Nevertheless, just because it has been decreed that Aeneas should settle in Italy and father a race of people that will become the ancestors of the great Romans, that doesn't mean his task will be easy. This is due in large part to the goddess Juno, who has a long-standing grudge against Aeneas' mother Venus thanks to the event known as the Judgment of Paris. Ever since Venus was deemed the most beautiful goddess, Juno has had it out for her, and will stop at nothing to try to thwart Aeneas and his crew. Towards this end, Juno first sends storms and high winds in the way of the Trojans so that their ships are buffeted off course and into potential hazards.

Fortunately for Aeneas, his mother is always looking out for him and seems to be able to get an idea of what Juno's plans are just in time to either remove Aeneas from the situation, or at least make things more bearable for him.

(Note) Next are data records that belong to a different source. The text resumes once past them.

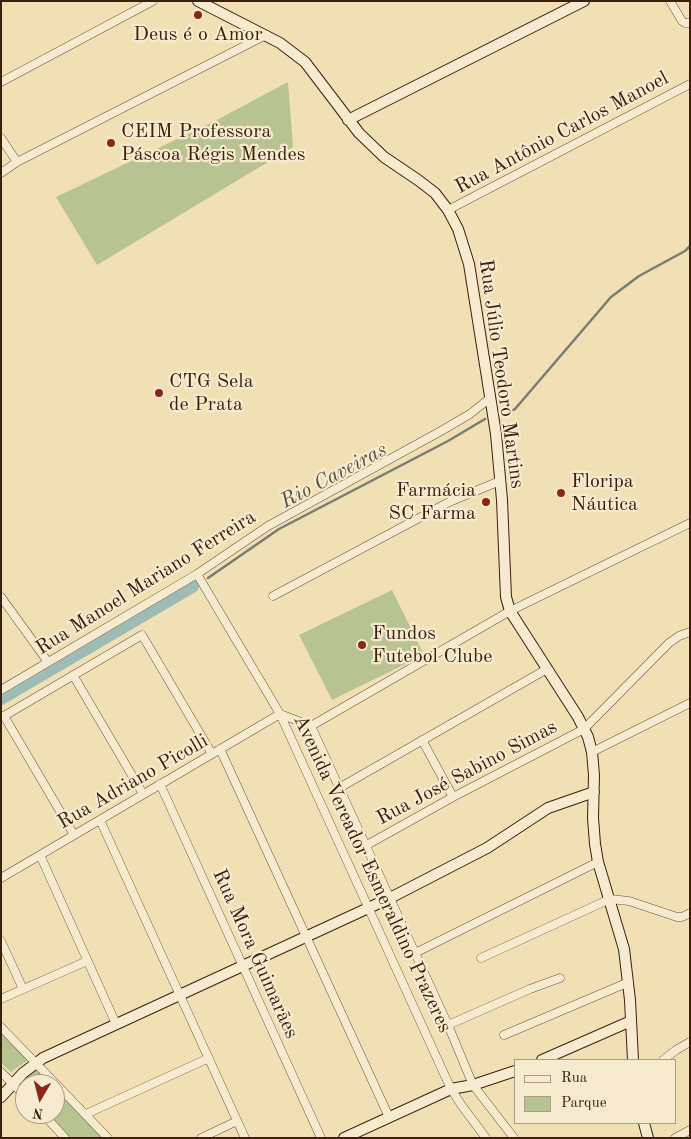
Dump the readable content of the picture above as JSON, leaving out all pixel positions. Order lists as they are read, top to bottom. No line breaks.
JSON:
{"streets":{"main road":["Rua Júlio Teodoro Martins"],"street":["Rua Antônio Carlos Manoel","Rua Manoel Mariano Ferreira","Rua José Sabino Simas","Rua Adriano Picolli","Avenida Vereador Esmeraldino Prazeres","Rua Mora Guimarães"]},"crossings":[["Rua Antônio Carlos Manoel","Rua Júlio Teodoro Martins"],["Rua Júlio Teodoro Martins","Rua Manoel Mariano Ferreira"],["Rua Júlio Teodoro Martins","Rua José Sabino Simas"],["Rua José Sabino Simas","Avenida Vereador Esmeraldino Prazeres"],["Rua Adriano Picolli","Avenida Vereador Esmeraldino Prazeres"],["Rua Adriano Picolli","Rua Mora Guimarães"]],"water":["Rio Caveiras"],"places":["Deus é o Amor","CEIM Professora Páscoa Régis Mendes","CTG Sela de Prata","Floripa Náutica","Farmácia SC Farma","Fundos Futebol Clube"],"legend":["Rua","Parque"],"north":"bottom"}
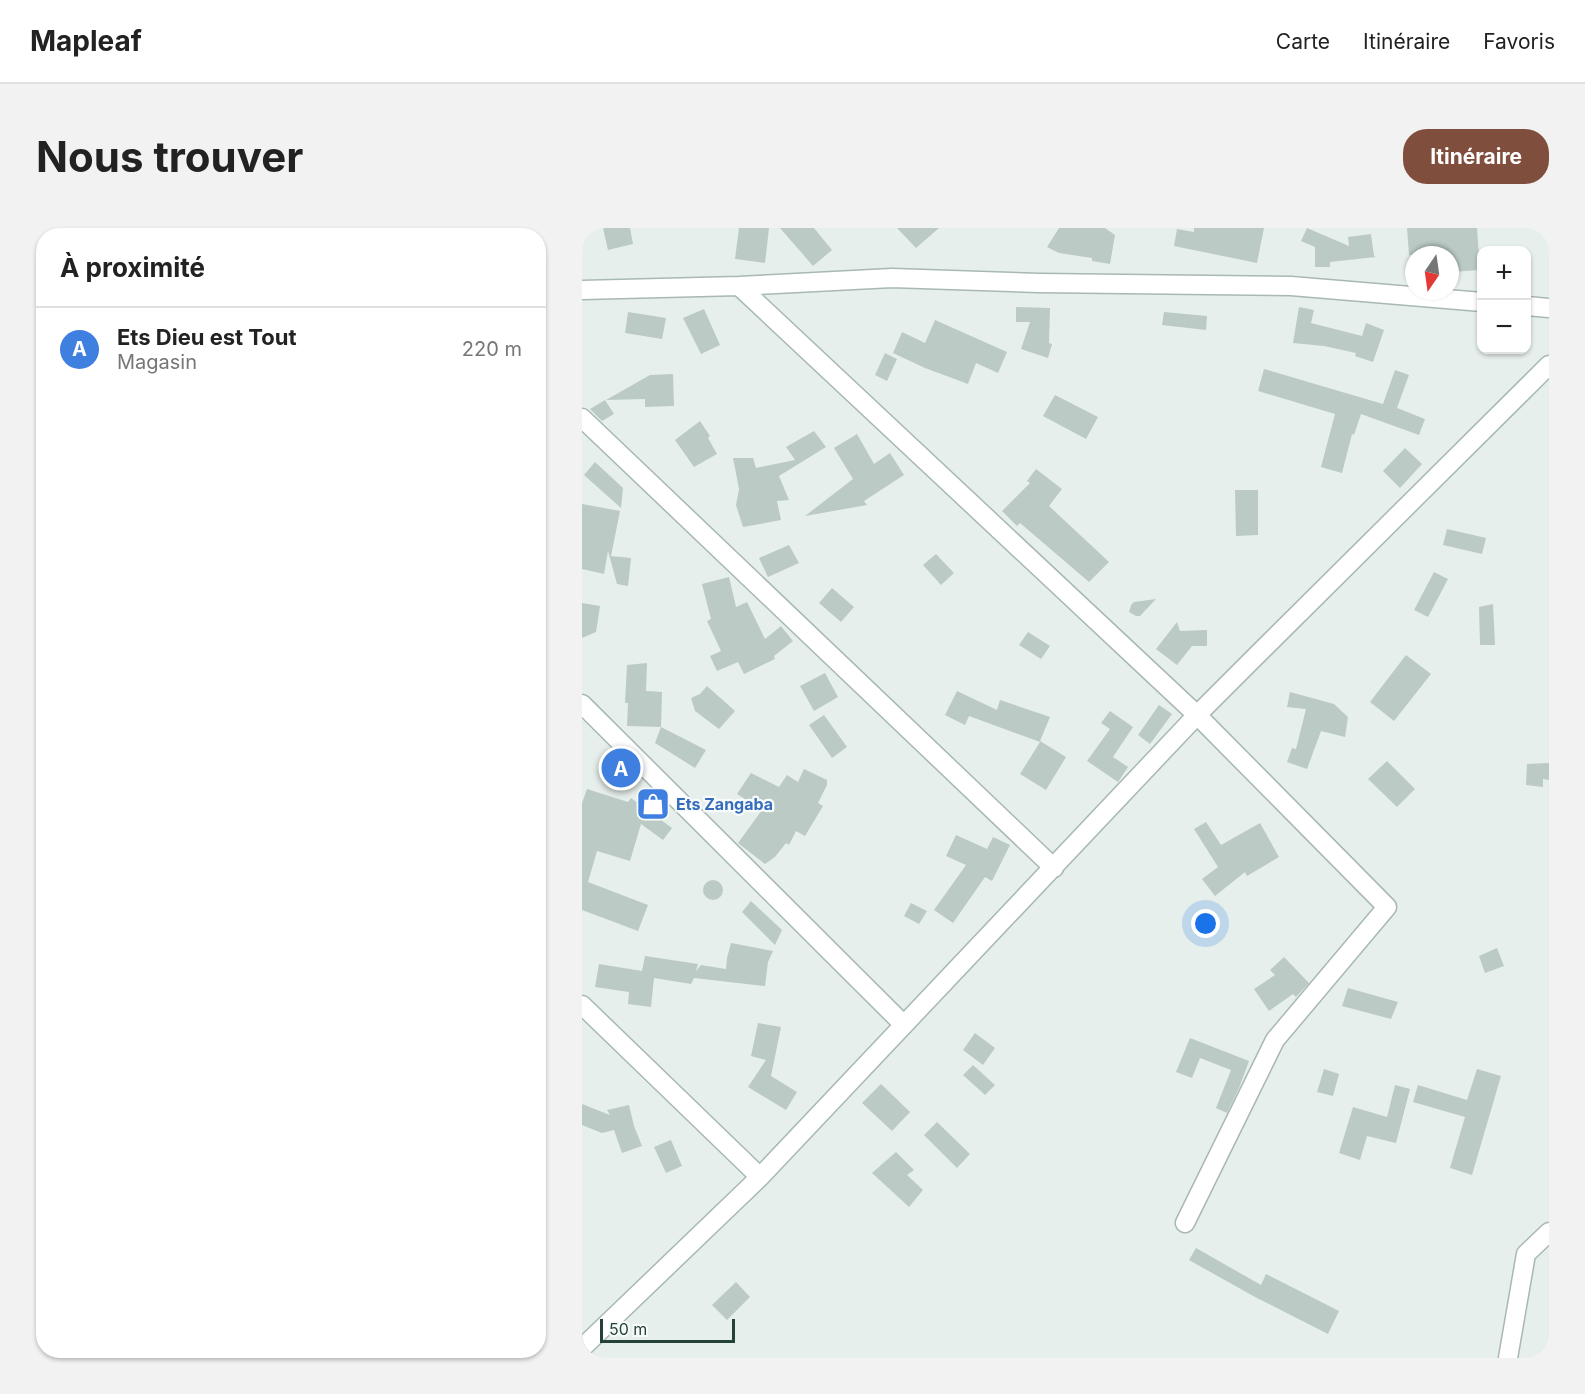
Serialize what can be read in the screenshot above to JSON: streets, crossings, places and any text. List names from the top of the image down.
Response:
{
  "places": {
    "shop": ["Ets Zangaba"]
  },
  "scale_bar": "50 m",
  "north": "bottom",
  "page": {
    "header": "Mapleaf",
    "nav": ["Carte", "Itinéraire", "Favoris"],
    "buttons": "Itinéraire",
    "title": "Nous trouver",
    "heading": "À proximité",
    "map_buttons": ["+", "−"],
    "list": [
      {
        "mark": "A",
        "name": "Ets Dieu est Tout",
        "note": "Magasin",
        "value": "220 m"
      }
    ],
    "pins": "A",
    "scale": "50 m"
  }
}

This can clearly be seen when Juno sends the Trojans to Carthage, home to very aggressive warriors led by a queen named Dido. Ordinarily, landing in Carthage would have been a pretty dangerous thing for the small Trojan crew led by Aeneas, as the Carthaginian army could have easily overpowered them. But Venus intervenes and takes a few steps to ensure that her son receives a warm welcome.

Once in Carthage, Aeneas is asked by Dido to retell of the sacking of Troy. He does so in pretty good detail, and is understandably overcome with emotion when he remembers all of his fallen comrades. Dido's request is a device that Vergil uses in order to get the story of the Trojan War out there. Although brief, Aeneas' account of the war is an important part of The Aeneid, and is one of the most famous passages in the whole poem. In fact, there are many famous scenes in the first half of The Aeneid (more so than the second half, certainly), so I won't have time to recount them all here. Suffice it to say that if you are pressed for time, I recommend reading the first half of The Aeneid if you want to familiarize yourself with the work without having to make a long-term commitment to reading the whole thing.

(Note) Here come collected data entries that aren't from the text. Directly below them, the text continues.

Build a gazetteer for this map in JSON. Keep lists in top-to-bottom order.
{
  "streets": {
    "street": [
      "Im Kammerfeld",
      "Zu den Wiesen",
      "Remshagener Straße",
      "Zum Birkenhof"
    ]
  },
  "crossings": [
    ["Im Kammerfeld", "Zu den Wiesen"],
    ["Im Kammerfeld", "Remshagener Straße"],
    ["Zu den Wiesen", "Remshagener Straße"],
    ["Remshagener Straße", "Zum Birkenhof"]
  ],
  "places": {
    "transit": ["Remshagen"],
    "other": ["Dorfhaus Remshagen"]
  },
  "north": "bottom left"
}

As I mentioned above, the second half of The Aeneid resembles Homer's Iliad. In this part of the poem, we get numerous battle scenes between Aeneas and various leaders from the new places he goes to. Among these battle scenes is the showdown between Aeneas and Turnus, which is pretty much the climax of the poem, and parallels the final battle between Achilles and Hector in The Iliad.

Overall, I have to say that The Aeneid is indeed worthy of being read alongside the two classics by Homer. Of course, I may be a bit biased since I studied Latin for several years while in school and have fond memories of laboring over long translations from the poem. But even disregarding my personal history with the poem, I still believe that it is worth reading in modern times. It gives us insight into the characteristics that the ancient Romans viewed as worthy and honorable. We see Aeneas as the semi-fictional embodiment of the perfect Roman leader, and from this we are able to learn a lot about the once great civilization.

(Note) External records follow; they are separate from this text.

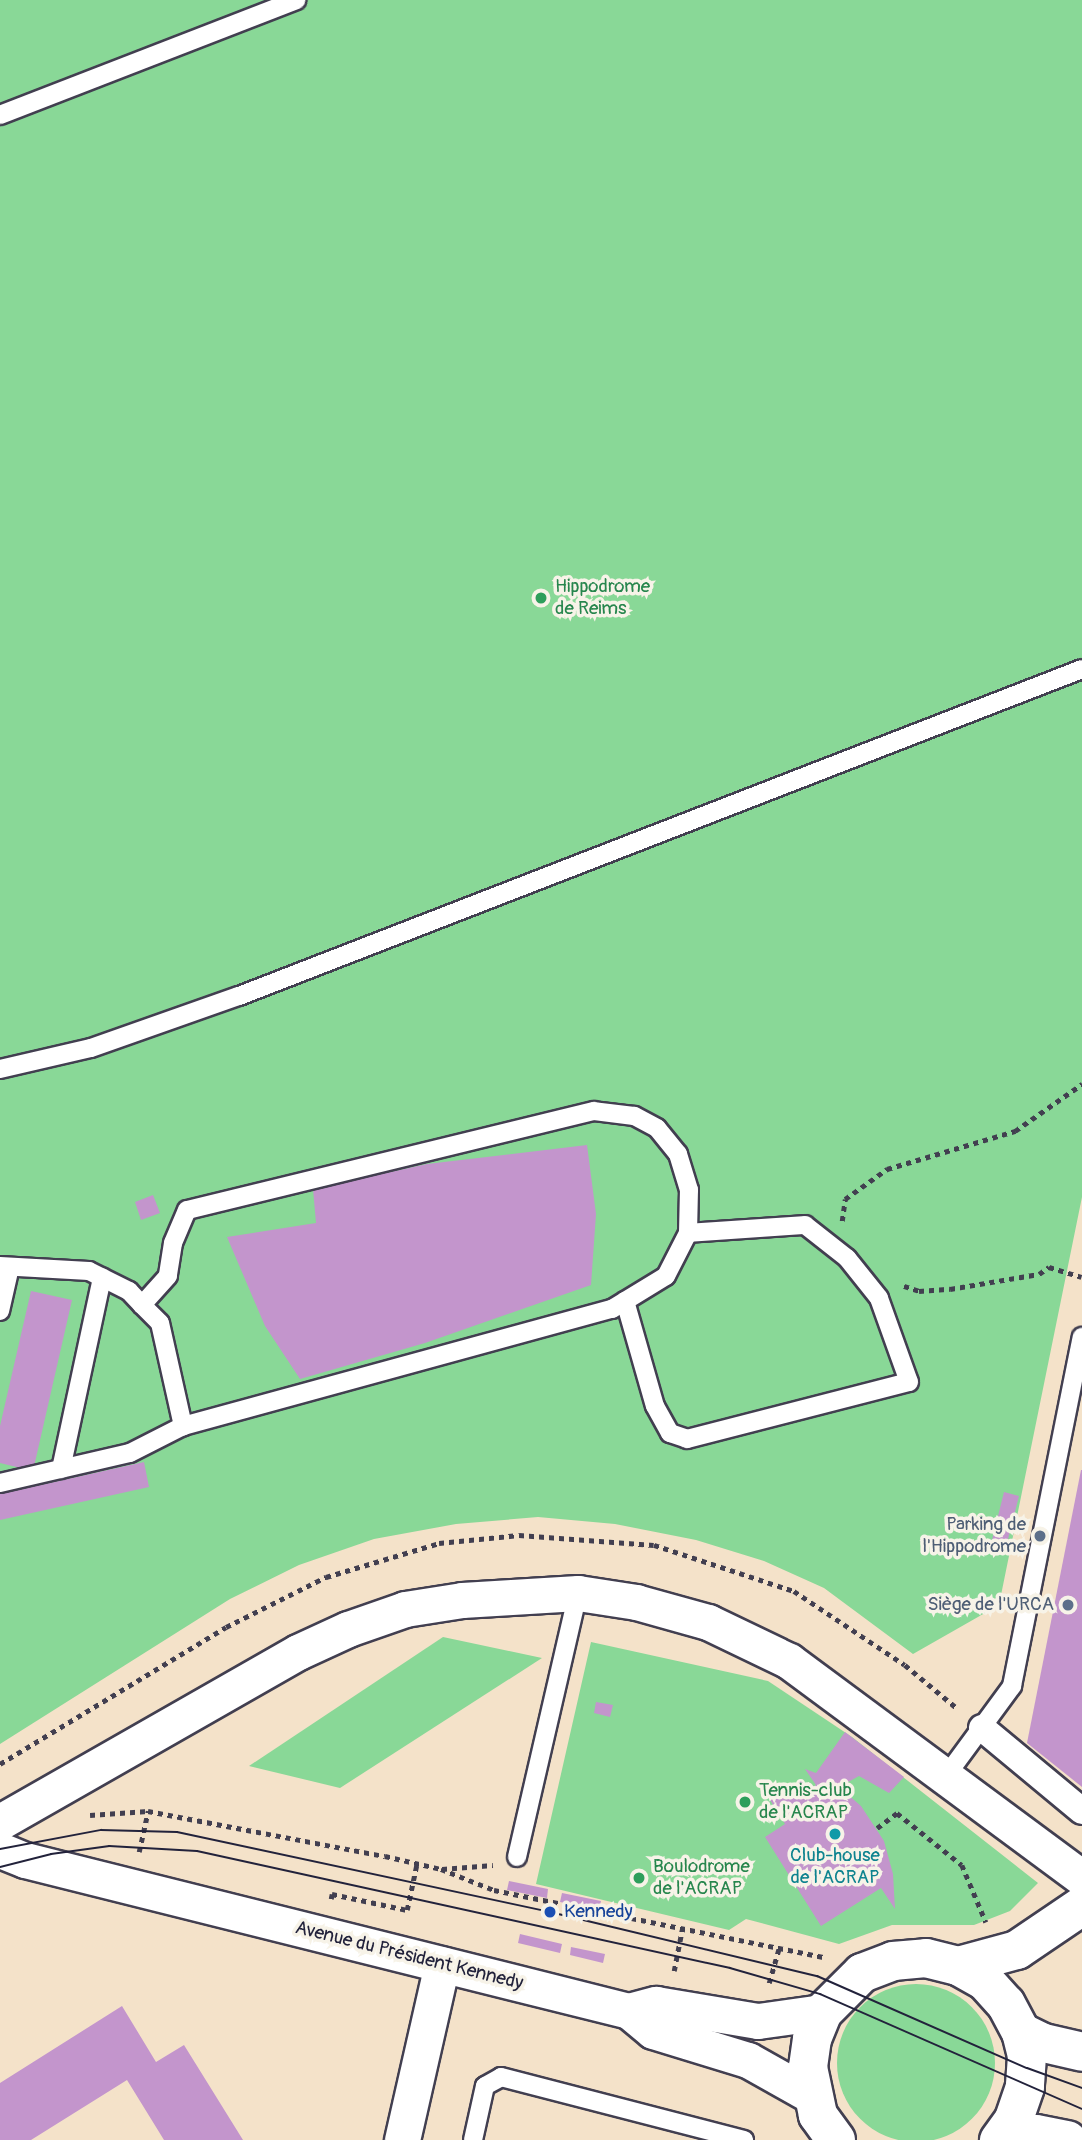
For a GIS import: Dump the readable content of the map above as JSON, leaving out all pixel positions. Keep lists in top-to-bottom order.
{
  "streets": {
    "street": ["Avenue du Président Kennedy"]
  },
  "places": [
    "Hippodrome de Reims",
    "Parking de l'Hippodrome",
    "Siège de l'URCA",
    "Tennis-club de l'ACRAP",
    "Club-house de l'ACRAP",
    "Boulodrome de l'ACRAP",
    "Kennedy"
  ]
}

In addition, I believe that this particular translation by Robert Fitzgerald is one of the best English language versions of The Aeneid around. Fitzgerald does a wonderful job of rendering Vergil's words into fantastic approximations that capture the poet's literary intent in phrases that won't seem awkward or archaic to modern readers. When reading a work that was originally written in a foreign language, the translator obviously plays an important role, and very often makes all the difference between liking the original or hating it. When modern readers take up Fitzgerald's interpretation of The Aeneid, I am confident that a majority of them will fall into the former category.

If you are interested in reading epic poetry from ancient authors, or if you have to read The Aeneid in Enlgish as part of a class assignment, then I highly recommend the Robert Fitzgerald translation. In my opinion, it's one of the best out there!